Dall’altra parte del Mondo è il risultato di un lavoro di ricerca sul campo condotto durante un viaggio lungo la rotta mesoamericana dal confine sud alla frontiera nord del Messico.
Pubblicheremo i capitoli di questo reportage in 3 articoli che usciranno i mercoledì del mese di dicembre (7, 14, 21).

Alcuni nomi delle persone migranti riportate sul retro del murales che compone la bandiera statunitense le cui stelle sono croci e le strisce riportanti “Rimpatriate”. Da “Deported veterans mural project”

Introduzione

Eretto un muro, che cosa accade al di là – e al di qua – di esso?

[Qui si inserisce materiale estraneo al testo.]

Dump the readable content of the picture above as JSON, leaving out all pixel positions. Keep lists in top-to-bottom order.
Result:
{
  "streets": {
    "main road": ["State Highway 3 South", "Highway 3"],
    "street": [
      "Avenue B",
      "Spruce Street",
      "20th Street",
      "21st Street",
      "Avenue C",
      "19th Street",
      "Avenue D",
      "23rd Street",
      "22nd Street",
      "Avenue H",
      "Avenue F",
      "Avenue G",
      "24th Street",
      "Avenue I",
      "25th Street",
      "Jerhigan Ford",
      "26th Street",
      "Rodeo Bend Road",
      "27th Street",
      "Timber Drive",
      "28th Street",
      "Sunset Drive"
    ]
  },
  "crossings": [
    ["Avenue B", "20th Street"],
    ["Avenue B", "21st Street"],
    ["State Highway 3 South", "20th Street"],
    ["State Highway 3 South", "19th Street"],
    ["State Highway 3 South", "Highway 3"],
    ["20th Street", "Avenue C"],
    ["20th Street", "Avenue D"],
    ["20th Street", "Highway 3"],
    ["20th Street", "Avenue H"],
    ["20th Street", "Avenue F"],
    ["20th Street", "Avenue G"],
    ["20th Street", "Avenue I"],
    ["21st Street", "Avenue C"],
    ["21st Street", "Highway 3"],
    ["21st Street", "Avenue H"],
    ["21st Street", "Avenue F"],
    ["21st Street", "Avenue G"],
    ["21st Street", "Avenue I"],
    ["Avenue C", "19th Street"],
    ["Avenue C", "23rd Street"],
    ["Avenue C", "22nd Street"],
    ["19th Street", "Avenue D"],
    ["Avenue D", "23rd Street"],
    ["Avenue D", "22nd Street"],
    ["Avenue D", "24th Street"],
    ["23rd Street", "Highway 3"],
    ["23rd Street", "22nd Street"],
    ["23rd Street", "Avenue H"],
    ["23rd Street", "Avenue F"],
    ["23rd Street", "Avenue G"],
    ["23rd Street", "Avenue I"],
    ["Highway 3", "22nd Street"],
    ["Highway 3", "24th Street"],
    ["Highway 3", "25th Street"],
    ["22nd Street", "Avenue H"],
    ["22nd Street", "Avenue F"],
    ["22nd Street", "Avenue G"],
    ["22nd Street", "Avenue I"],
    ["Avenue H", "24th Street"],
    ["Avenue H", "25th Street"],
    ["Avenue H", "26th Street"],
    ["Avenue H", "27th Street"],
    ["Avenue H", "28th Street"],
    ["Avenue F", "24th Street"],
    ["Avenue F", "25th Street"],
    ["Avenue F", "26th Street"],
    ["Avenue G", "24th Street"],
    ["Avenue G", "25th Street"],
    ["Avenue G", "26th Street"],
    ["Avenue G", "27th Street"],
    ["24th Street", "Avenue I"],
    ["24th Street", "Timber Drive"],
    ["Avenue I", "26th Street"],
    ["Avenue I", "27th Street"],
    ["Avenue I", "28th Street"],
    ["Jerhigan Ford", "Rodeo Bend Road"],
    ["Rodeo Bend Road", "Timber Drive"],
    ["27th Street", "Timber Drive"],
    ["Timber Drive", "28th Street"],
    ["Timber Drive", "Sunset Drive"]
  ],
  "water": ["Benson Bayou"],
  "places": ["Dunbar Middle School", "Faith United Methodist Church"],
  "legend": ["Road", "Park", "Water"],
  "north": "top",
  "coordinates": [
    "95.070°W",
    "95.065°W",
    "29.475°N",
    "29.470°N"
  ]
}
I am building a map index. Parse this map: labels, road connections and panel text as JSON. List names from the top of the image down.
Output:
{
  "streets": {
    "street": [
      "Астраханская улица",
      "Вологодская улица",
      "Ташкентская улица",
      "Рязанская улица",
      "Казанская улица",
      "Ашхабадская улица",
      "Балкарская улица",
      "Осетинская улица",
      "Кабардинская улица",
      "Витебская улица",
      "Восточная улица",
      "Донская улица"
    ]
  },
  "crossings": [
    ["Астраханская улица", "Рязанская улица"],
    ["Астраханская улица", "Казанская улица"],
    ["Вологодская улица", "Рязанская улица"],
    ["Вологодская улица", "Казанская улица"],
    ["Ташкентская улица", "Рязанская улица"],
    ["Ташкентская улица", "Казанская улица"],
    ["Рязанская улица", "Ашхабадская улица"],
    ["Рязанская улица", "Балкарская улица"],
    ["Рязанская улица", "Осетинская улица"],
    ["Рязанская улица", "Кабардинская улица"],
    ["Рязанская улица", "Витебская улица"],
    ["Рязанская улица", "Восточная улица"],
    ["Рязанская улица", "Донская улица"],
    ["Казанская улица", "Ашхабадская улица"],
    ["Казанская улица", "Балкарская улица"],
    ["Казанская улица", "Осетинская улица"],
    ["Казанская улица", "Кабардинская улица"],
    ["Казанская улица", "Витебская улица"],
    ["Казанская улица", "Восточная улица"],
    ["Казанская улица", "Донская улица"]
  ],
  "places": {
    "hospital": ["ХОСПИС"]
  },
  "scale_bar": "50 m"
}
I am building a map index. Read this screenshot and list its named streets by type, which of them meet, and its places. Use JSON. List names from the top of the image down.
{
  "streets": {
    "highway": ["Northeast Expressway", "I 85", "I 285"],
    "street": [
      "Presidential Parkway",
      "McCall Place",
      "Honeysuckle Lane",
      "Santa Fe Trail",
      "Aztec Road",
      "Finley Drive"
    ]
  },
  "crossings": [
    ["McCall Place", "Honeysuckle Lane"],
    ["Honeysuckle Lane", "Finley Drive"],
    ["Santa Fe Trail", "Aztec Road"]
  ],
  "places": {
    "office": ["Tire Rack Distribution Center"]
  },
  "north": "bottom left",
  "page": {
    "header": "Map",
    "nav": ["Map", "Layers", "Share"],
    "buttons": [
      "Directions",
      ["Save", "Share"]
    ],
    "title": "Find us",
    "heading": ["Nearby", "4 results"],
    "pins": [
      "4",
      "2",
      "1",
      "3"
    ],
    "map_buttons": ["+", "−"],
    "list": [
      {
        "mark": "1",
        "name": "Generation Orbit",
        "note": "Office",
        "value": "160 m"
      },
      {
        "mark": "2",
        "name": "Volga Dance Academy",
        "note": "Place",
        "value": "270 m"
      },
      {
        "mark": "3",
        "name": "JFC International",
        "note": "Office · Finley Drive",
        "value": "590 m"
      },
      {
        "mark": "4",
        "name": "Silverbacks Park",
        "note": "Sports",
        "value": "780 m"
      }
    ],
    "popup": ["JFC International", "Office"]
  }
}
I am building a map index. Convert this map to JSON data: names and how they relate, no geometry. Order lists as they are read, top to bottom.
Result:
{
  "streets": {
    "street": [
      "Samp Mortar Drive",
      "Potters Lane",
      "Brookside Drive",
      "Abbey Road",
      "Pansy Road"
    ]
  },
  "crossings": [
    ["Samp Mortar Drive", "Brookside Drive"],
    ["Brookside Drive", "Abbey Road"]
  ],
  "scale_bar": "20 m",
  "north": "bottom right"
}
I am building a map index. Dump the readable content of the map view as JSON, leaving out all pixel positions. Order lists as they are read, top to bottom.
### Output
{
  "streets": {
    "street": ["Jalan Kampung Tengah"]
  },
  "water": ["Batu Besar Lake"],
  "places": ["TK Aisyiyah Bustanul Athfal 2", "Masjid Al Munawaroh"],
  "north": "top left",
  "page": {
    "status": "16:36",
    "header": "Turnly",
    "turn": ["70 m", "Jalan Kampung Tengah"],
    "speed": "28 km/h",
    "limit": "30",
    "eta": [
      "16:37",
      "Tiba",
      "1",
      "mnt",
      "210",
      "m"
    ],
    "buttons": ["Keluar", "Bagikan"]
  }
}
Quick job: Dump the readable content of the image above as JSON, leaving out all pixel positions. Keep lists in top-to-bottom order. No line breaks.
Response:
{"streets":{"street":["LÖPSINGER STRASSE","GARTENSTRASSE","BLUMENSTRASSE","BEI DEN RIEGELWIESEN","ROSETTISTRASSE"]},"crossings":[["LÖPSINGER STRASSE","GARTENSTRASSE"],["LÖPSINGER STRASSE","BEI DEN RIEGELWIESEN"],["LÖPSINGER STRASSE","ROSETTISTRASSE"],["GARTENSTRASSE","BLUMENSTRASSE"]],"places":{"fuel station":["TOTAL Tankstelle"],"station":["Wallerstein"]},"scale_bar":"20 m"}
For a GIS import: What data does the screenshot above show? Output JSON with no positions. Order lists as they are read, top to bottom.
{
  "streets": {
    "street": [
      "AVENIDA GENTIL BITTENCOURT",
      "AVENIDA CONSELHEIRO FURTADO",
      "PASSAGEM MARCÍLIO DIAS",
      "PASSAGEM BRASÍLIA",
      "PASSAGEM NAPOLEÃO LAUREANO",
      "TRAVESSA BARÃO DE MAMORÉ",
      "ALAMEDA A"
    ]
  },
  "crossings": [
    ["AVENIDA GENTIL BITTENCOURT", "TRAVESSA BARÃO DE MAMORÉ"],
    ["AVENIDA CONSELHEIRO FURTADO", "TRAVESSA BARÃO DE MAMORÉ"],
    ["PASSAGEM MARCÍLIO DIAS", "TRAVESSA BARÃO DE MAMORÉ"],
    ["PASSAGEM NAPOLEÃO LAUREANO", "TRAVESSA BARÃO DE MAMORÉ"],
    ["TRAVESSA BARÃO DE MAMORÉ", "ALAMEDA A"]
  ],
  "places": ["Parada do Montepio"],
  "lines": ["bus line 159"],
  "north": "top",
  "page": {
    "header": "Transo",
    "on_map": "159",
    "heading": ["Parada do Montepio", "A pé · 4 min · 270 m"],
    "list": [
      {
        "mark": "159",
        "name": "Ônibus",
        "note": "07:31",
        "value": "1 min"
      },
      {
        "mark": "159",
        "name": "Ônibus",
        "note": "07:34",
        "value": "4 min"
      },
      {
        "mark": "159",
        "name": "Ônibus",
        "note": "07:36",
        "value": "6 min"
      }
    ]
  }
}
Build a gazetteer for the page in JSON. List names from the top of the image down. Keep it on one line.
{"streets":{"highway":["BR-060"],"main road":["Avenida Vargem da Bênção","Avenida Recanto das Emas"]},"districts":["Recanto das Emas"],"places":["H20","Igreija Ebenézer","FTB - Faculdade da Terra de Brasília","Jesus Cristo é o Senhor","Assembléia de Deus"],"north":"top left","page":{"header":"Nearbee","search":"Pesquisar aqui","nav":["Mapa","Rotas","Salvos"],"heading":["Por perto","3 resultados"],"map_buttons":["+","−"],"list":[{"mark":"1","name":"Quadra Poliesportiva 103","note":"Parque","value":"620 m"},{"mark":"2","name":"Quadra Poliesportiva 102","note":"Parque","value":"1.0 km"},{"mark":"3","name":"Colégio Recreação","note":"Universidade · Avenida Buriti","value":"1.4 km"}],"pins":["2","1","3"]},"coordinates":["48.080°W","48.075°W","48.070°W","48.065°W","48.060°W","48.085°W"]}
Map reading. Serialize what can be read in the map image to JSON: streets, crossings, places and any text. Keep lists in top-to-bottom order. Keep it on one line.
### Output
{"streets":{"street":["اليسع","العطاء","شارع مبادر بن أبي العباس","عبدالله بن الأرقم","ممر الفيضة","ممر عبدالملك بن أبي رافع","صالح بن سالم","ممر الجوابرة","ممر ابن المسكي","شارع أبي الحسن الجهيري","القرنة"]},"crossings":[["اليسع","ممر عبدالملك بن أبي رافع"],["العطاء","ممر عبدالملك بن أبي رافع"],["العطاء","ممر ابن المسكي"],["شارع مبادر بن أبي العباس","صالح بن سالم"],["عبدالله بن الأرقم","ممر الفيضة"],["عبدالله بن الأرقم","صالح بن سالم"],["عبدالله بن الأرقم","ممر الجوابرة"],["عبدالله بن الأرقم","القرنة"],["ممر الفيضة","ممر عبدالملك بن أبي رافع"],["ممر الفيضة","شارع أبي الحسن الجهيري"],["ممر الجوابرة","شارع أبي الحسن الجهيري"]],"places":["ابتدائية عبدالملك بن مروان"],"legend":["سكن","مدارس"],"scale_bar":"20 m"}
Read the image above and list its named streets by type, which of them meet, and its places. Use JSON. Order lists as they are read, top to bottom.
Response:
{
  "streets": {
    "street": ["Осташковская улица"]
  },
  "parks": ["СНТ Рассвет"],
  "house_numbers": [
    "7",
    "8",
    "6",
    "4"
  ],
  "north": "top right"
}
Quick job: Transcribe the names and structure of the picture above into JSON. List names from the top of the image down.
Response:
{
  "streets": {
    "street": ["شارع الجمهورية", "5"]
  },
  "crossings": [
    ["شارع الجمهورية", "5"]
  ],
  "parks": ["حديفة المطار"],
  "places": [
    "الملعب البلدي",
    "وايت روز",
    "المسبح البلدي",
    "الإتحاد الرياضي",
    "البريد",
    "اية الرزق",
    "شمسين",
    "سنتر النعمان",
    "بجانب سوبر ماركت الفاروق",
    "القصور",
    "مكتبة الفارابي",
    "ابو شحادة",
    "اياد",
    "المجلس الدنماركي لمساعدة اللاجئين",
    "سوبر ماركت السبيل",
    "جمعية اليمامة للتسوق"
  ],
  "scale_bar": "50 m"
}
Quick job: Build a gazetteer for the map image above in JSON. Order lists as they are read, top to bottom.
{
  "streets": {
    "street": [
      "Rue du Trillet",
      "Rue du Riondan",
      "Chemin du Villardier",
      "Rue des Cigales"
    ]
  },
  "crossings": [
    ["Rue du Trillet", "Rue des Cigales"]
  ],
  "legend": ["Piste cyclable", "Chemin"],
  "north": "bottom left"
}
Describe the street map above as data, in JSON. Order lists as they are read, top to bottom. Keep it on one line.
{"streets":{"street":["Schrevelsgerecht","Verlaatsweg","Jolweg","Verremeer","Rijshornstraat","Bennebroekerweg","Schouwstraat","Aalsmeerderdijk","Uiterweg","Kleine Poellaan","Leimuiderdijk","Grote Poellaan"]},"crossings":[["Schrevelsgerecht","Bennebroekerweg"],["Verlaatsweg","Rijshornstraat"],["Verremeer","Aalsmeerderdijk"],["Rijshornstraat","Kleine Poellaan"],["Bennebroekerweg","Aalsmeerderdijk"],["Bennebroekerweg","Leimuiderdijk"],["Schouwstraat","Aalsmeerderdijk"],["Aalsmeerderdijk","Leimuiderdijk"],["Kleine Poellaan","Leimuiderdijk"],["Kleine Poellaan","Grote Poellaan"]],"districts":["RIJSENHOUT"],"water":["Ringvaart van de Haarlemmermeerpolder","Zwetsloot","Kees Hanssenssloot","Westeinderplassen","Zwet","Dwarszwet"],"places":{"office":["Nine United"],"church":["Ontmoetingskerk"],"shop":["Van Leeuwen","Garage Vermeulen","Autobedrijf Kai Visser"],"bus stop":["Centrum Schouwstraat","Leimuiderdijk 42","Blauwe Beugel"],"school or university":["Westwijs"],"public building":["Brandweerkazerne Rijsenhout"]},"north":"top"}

In “Specie di Spazi” (1989) la riflessione intorno alla muraglia proposta dallo scrittore francese Georges Perec – estesa qui alle teorie dei crossing e border studies – è lanciata e affidata ad una sola ma provocatoria paginetta introdotta da una citazione di Jean Tardieu. In poco più che un paragrafo, Perec ci offre un’analisi alquanto ermetica ed astratta dello spazio e di ciò che esso finisce per materializzare una volta perimetrato da pareti, persino a dimenticarne l’esistenza e il ruolo che assume l’ipotetico quadro ad esso sorretto.

E’ ciò che accadrebbe raggiungendo la maestosa barriera in cemento ‘armato’ color ruggine, eretta imponente alla frontiera tra gli stati uniti messicani e quelli statunitensi ed estesa a delimitare il confine da Oceano a Oceano correndo oltre 3000 chilometri 1. Una frontiera estremamente visibile da impedire, persino allo sguardo, di passare dall’altro lato.

Il confine in questione è quello materialmente identificabile con il limite fisico dell’oceano e quello politico del muro che si immerge nel golfo del Messico nella bassa California, separando il sud-ovest degli Stati Uniti dal Centroamerica.

L’incisione risale al 2 febbraio 1848, quando a Guadalupe Hidalgo vennero sanciti i nuovi confini degli Stati Uniti che per anni aveva condotto una guerra con il Messico al fine di espandere la propria frontiera verso sud, annettendo territori messicani ad oggi corrisposti dagli stati del Colorado, Texas, Nuovo Messico, Arizona e California, terre di frontiera a cavallo del confine che non assomigliano alla mappatura né di uno né dell’altro paese.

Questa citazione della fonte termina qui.